Huang, the founder of human rights center and Web site 6-4tianwang, spent five years in prison after authorities accused him of inciting subversion through articles posted on the site in 2000. 6-4tianwang reported on sensitive issues including parents protesting shoddy school construction in the weeks following the earthquake. News reports have speculated that authorities detained Huang because of his work related to the earthquake.
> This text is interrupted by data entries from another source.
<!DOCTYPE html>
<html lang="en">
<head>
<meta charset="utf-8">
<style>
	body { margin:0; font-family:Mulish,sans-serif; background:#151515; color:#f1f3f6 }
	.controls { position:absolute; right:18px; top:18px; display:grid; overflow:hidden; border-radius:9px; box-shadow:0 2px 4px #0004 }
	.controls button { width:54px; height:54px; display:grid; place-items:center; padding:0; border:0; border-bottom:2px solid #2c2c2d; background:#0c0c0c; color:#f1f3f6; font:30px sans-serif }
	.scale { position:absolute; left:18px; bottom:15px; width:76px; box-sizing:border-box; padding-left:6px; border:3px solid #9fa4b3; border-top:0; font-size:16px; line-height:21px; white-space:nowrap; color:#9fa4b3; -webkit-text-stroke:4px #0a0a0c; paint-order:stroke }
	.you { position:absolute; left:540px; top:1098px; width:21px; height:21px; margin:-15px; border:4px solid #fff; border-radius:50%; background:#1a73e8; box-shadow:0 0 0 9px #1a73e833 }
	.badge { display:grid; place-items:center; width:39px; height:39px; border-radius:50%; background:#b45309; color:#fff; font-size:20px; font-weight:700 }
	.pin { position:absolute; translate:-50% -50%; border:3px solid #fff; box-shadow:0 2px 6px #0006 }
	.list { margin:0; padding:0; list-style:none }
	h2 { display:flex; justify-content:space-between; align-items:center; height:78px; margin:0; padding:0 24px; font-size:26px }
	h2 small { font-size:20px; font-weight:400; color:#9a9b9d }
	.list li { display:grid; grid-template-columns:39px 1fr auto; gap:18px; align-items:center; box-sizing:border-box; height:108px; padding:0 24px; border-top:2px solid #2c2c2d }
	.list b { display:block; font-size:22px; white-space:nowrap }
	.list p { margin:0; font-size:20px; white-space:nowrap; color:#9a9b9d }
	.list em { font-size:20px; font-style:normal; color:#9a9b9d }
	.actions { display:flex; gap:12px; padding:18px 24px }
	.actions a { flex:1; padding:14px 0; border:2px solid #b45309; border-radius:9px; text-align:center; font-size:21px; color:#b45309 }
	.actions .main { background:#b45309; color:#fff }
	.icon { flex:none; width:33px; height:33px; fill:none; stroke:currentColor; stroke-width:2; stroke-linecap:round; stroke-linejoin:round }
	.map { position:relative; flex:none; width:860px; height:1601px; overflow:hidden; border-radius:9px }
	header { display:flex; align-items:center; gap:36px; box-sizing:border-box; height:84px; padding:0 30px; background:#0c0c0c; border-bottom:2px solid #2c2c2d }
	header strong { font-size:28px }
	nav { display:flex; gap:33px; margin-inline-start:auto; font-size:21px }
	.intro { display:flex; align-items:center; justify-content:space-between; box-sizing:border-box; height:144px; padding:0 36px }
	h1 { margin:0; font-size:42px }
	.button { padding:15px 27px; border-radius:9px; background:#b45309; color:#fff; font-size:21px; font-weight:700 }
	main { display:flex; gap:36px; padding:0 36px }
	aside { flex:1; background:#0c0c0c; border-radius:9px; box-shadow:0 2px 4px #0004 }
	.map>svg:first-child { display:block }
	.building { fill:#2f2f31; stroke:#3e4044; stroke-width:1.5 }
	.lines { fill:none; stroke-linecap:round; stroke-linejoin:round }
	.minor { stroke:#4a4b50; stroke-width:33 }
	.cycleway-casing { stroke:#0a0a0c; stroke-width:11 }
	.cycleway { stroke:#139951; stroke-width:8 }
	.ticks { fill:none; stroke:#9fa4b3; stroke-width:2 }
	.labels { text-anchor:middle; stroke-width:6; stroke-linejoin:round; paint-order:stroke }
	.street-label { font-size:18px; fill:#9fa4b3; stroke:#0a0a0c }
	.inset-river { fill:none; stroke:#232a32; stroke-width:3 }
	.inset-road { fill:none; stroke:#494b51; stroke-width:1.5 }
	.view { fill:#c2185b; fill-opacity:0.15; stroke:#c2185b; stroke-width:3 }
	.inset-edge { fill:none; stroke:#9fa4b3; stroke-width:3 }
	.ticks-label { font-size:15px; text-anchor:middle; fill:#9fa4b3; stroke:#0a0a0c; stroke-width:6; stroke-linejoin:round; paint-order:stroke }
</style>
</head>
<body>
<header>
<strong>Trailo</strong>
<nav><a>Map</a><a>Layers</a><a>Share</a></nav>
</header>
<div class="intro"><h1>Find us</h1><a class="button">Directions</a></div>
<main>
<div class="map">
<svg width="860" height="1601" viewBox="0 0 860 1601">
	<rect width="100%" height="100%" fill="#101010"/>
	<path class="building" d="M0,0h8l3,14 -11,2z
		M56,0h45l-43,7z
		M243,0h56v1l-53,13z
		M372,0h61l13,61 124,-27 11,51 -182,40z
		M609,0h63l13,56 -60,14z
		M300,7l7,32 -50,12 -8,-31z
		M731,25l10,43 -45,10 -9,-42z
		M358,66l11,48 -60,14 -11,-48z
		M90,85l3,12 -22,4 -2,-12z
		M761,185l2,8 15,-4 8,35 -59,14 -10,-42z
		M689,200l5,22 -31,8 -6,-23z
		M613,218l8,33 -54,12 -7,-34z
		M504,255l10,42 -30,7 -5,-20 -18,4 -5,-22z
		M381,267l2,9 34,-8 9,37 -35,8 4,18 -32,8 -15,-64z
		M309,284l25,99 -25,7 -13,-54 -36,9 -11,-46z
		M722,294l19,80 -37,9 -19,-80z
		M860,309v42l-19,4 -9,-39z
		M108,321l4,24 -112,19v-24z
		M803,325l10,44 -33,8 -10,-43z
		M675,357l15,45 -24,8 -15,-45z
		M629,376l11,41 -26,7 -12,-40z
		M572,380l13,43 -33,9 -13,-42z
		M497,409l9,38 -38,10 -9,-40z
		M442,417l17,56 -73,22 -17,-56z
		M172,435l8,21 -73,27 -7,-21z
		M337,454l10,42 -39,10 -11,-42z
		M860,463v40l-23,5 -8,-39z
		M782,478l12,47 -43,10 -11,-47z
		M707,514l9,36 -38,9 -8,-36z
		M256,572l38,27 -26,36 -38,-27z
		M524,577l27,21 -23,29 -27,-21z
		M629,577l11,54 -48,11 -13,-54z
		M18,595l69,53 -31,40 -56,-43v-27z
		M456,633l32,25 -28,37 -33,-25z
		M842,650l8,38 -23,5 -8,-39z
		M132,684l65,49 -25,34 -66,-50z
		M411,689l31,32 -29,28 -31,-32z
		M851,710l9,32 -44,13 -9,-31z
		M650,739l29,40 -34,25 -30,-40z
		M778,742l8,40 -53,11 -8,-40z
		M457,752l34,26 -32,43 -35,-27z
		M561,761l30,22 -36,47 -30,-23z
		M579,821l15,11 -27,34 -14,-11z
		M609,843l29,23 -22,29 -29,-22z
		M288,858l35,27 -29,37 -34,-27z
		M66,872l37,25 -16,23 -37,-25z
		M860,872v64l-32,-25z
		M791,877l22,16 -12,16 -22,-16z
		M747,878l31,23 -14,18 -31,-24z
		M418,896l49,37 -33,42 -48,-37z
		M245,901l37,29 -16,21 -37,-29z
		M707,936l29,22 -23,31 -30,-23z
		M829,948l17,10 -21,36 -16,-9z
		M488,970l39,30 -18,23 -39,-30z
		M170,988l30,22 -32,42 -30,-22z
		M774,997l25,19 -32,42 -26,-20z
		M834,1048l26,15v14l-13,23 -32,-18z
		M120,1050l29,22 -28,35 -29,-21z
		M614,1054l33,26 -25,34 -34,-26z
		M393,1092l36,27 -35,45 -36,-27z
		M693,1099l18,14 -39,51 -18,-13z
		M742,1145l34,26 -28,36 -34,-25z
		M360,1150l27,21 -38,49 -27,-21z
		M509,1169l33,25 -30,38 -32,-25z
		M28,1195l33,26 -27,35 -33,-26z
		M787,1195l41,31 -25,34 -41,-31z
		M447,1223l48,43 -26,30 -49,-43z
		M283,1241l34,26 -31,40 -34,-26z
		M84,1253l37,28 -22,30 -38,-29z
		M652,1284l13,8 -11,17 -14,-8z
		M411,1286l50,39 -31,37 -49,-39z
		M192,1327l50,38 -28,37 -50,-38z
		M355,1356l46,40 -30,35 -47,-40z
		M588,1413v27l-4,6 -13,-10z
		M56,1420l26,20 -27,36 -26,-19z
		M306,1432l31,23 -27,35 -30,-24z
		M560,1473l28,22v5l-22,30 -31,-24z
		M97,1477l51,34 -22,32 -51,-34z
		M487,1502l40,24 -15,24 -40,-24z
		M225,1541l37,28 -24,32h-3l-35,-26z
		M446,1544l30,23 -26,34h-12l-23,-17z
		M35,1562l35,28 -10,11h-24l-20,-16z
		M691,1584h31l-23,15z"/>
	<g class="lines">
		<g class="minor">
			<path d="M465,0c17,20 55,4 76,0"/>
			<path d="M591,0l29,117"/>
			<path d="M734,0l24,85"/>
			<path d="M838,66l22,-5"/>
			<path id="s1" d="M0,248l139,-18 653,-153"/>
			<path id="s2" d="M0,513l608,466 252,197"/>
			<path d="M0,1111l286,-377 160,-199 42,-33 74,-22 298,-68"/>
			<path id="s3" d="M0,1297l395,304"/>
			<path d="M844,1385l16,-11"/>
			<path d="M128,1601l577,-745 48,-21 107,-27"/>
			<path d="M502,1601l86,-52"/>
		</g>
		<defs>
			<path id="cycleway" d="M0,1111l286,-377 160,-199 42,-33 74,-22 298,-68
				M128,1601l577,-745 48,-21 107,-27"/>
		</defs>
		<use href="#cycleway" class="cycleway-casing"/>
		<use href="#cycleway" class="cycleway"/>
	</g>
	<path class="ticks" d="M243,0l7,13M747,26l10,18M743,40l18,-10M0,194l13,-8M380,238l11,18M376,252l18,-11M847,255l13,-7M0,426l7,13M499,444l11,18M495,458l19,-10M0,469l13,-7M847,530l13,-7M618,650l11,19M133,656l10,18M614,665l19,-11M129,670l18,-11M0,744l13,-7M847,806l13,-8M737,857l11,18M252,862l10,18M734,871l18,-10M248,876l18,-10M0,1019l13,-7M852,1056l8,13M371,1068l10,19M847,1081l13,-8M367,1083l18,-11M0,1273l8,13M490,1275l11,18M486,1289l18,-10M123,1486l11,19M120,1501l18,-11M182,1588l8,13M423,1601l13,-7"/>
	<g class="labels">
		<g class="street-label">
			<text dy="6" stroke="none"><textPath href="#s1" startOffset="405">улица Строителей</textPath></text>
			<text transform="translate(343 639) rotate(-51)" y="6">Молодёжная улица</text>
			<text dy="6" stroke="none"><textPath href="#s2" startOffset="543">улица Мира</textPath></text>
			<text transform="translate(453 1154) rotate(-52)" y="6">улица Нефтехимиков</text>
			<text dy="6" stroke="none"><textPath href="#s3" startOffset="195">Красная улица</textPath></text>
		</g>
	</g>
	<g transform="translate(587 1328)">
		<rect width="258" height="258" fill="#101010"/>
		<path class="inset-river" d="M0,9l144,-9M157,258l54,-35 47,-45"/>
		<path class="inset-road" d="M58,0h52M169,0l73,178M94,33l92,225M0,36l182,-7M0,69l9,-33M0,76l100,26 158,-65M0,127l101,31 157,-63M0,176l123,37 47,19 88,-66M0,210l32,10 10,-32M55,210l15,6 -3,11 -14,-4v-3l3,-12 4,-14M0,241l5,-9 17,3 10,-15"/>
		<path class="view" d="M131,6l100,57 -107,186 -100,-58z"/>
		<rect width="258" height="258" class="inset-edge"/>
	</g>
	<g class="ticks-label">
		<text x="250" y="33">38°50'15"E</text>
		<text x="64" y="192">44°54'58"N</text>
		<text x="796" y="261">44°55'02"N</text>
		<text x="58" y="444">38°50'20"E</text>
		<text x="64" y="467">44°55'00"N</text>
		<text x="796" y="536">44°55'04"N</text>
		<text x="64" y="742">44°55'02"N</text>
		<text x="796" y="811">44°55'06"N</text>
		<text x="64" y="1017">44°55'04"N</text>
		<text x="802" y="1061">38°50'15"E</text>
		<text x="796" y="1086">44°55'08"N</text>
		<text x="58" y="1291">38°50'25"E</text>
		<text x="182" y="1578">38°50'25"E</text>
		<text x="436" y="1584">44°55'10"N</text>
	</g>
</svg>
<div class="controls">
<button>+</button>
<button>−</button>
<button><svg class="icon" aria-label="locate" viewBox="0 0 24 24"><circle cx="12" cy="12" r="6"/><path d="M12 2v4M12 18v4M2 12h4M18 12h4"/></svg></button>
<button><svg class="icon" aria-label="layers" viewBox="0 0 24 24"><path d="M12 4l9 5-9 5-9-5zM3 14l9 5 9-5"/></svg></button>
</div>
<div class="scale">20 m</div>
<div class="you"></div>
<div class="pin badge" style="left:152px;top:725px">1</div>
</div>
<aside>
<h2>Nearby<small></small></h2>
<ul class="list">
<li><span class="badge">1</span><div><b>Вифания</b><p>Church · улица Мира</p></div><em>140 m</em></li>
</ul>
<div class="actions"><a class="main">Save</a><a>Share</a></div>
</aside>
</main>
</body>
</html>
Authorities did not respond to requests for information, according to The Associated Press.

“The arrest and the disappearance of these two reporters suggest that authorities in the earthquake zone are beginning to punish those trying to publish information about the terrible disaster in May,” said CPJ Asia Program Coordinator Bob Dietz. “The government in Beijing must protect journalists in Sichuan who are attacked for their reporting rather than spare local Communist Party officials from embarrassment.”

Police provided Zeng’s family with official notice that she had been detained on a charge of illegally providing intelligence overseas, according to Zhang Yu of the Chinese Independent PEN Center. Zhang had spoken with Huang Shaofu, a close family friend, who originally reported Zeng’s arrest to 6-4tianwang.

Zeng had been staying with Huang Shaofu since her home in Mianyang was damaged in the May 12 earthquake and had used his computer to send three articles about her experience during the disaster abroad, according to Zhang and the account published on 6-4tianwang. The articles, which were critical of Mianyang authorities’ responses to the earthquake, were published and reposted under a penname on several overseas Chinese-language Web sites in late May, Zhang told CPJ.

In one of the articles, Zeng condemned the sycophancy of Mianyang official Tan Li. Several thousand people in China viewed or commented on an online debate which roundly condemned Tan Li for insensitively smiling in a photograph after the earthquake, according to a report by the London-based Guardian on June 1.

The day after 6-4tianwang reported the news about Zeng, the Web site said its own founder, Huang, had been forced into a car with two friends and is still missing. Agence France-Presse identified the two friends as a lawyer and a professor and said none of the three have been reached since they were reported missing.

Huang was the first Web site publisher to be charged with inciting subversion in China. Chinese authorities repeatedly delayed his trial in 2001 while the International Olympic Committee was considering Beijing’s successful bid for the 2008 Olympics. He was released in 2005.

The 6-4tianwang article about Zeng said she was a retired university professor in Mianyang, in northwest Sichuan.

A CPJ report, Falling Short, documents China’s failure to meet press freedom pledges made when the Olympics were awarded in 2001.